*TASK STATEMENT*:
Copy all lines in the data that contain the string "does".

─── MATERIAL TO PROCESS

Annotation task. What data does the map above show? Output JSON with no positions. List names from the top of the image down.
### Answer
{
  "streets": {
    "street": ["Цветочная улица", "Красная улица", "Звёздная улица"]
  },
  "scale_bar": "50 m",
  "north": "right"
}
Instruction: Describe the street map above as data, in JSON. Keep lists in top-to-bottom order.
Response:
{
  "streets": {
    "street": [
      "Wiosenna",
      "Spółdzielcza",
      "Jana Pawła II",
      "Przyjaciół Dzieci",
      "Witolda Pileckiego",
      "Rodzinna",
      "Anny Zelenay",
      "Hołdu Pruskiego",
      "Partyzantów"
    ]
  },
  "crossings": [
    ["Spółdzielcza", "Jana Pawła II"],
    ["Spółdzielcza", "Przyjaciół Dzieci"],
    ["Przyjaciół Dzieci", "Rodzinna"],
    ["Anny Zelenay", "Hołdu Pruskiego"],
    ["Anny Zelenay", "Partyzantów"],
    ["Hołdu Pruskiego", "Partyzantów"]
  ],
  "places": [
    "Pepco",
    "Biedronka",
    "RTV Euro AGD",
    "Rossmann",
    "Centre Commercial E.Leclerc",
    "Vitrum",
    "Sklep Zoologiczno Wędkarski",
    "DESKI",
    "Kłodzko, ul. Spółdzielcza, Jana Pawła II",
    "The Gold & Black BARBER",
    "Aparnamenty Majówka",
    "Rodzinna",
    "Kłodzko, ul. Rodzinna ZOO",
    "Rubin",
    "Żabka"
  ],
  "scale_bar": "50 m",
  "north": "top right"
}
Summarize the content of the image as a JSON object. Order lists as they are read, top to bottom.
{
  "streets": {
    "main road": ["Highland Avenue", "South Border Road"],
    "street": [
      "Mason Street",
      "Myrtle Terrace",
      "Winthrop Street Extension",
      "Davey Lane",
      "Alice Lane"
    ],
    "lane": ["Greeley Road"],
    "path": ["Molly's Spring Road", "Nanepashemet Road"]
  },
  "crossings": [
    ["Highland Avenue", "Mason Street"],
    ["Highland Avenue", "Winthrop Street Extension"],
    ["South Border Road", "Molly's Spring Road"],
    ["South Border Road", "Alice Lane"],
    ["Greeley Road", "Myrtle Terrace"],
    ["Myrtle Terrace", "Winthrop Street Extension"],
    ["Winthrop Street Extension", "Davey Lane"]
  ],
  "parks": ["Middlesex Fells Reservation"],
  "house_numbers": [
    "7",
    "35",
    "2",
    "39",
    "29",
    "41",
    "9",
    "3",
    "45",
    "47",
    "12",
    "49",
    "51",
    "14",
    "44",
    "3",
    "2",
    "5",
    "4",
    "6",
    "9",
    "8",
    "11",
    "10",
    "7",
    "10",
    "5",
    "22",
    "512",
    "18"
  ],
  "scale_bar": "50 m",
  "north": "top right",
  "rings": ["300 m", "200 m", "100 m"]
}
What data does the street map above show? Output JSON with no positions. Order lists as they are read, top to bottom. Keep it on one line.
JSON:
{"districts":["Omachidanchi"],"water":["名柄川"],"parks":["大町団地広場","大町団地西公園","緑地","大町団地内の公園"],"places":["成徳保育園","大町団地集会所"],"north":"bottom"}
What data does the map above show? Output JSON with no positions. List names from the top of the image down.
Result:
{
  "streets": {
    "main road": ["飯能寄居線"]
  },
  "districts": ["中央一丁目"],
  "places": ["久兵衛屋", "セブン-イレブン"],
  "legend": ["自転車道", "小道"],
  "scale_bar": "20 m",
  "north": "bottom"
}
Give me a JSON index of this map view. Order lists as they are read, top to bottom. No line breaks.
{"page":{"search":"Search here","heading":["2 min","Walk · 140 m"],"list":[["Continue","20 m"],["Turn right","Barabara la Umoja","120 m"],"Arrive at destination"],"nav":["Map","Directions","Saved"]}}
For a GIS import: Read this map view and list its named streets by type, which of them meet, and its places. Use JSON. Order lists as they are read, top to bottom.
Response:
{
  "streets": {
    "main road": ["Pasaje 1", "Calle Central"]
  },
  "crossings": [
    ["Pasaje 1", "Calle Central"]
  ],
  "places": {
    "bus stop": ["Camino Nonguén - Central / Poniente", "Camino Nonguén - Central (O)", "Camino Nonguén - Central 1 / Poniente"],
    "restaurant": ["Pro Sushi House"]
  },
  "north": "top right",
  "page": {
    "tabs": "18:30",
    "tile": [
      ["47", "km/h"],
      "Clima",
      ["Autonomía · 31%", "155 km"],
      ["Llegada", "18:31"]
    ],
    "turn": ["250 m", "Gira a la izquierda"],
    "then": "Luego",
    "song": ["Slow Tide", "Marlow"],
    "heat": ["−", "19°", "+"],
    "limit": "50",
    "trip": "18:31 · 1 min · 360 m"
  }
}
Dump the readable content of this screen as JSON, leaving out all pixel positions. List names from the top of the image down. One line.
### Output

──────

*WRITTEN SOLUTION*:
Annotation task. What data does the map above show? Output JSON with no positions. List names from the top of the image down.
What data does the street map above show? Output JSON with no positions. Order lists as they are read, top to bottom. Keep it on one line.
What data does the map above show? Output JSON with no positions. List names from the top of the image down.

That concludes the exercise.